И понял, что даже если в этот раз она не забеременела, нам непременно нужно плотно поработать над наследниками. Правда, с более человеческими именами.
И что в итоге?
Адская козочка выбрасывает руку с острым, как пика, пальцем, который буквально орет:
«Иди-ка ты на хрен, папаша!». И чем больше я пытаюсь прирастить ноги к полу, тем злее становится моя Молька.
— Думаешь, все женщины этой планеты спят и видят, как бы заполучить тебя в мужья? — ехидно интересуется Вера.
Нет, не Вера — теперь уже сто процентная «Верочка», и моя яйца болезненно намекают, что «чувак, может, пора валить?». Но, блин, тварь я дрожащая или как?
— Думаю, что ты не станешь отрицать необходимость воспитывать ребенка в полной семье.
— О, у кого-то прорезался деловой тон? — Она перестает указывать на дверь. Вместо этого складывает руки на груди и даже начинает улыбаться. Но так… странно, словно у меня на лбу вдруг появился таймер обратного отсчета до моего личного апокалипсиса, и только она об этом знает. — Червинский, мне хорошо платят, если даже у нас случился ребёнок, поверь, я в состоянии воспитать его одна.
— Уверена? — непроизвольно вырывается у меня.

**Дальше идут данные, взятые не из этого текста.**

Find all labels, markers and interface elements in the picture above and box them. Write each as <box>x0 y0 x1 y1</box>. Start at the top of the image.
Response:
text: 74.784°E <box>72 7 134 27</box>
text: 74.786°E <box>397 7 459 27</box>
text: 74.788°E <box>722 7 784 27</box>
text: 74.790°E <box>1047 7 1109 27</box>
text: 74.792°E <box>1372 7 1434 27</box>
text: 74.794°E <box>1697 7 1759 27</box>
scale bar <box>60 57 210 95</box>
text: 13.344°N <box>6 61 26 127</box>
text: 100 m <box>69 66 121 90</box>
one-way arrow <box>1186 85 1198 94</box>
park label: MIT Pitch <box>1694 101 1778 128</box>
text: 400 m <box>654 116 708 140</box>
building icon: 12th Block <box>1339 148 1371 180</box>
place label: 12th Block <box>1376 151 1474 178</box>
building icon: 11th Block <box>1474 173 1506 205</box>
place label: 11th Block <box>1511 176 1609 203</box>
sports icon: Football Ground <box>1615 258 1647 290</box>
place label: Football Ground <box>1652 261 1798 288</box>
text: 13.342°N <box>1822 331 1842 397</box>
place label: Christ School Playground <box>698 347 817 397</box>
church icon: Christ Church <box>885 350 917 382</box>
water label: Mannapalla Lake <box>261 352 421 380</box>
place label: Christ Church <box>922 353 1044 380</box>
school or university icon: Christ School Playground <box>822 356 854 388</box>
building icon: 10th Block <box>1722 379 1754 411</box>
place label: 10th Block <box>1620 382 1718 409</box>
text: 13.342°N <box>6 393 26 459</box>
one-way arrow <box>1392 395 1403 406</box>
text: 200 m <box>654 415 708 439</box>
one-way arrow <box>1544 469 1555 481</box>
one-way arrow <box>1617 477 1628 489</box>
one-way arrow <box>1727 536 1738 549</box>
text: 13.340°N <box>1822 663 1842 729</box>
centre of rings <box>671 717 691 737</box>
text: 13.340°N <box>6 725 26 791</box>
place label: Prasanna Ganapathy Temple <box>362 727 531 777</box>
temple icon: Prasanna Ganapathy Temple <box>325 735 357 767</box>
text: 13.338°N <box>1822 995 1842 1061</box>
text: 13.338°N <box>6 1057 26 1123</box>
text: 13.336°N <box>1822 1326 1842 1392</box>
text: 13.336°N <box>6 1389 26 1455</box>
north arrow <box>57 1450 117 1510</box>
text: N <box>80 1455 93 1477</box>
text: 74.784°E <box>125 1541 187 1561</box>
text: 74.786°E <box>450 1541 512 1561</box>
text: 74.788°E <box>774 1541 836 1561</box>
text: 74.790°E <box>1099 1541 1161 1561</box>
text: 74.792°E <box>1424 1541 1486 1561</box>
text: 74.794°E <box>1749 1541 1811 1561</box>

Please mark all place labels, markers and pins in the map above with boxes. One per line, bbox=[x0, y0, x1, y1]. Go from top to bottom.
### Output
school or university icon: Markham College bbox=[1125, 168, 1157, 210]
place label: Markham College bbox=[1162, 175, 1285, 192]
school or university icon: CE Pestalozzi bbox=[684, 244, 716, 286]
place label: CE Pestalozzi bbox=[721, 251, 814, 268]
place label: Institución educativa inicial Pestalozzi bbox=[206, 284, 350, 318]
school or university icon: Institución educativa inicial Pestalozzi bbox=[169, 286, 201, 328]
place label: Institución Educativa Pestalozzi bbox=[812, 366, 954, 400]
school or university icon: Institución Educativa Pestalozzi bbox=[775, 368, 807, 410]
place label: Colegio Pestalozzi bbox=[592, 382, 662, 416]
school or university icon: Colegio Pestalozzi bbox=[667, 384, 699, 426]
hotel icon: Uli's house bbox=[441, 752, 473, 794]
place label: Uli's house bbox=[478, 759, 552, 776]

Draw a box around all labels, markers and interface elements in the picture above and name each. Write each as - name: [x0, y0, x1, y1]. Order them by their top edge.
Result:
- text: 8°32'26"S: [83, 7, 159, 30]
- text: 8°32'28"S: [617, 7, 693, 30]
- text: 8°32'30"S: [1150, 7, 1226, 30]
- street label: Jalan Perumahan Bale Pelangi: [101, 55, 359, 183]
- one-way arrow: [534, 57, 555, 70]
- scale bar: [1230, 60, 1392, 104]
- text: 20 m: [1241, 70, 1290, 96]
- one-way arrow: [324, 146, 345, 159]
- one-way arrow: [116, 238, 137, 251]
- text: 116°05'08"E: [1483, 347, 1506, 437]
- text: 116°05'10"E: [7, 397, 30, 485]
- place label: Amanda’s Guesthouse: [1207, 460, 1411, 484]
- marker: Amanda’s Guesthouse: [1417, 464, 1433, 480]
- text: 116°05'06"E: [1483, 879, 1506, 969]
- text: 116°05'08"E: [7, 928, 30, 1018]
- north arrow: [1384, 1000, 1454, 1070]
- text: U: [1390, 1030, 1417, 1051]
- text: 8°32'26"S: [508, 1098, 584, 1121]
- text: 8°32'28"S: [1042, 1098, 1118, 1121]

— Думаешь, все женщины, которые занимаются с тобой сексом — бестолковые безрукие тусовщицы, которых к ребенку на километр нельзя подпускать?
— Думаю, в себе говорит гнев.
— О, а теперь ты будешь изображать из себя доктора Фрейда?
Вера машет рукой, мол, о чем еще с тобой говорить, и снова усаживается на диван, как ни в чем не бывало снова поглощает попкорн целыми пригоршнями.
— Две недели, — говорю я, пытаясь хоть как-то разрулить ситуацию.
— Думаешь, за это время я заболею тяжелой формой амнезии и забуду, как ты бросил меня в ЗАГСе?
— Я исчезну из твоей жизни, если через две недели тест на беременность покажет отрицательный результат. — Я надеялся, что до этого не дойдет, и что мне не придется играть ва-банк и ставить все на крохотный шанс получить «зеро», но за пять минут разговора с моей адской козочкой стало ясно — в честной борьбе мне ее не вернуть. — Обещаю, что больше ты меня не увидишь и не услышишь обо мне.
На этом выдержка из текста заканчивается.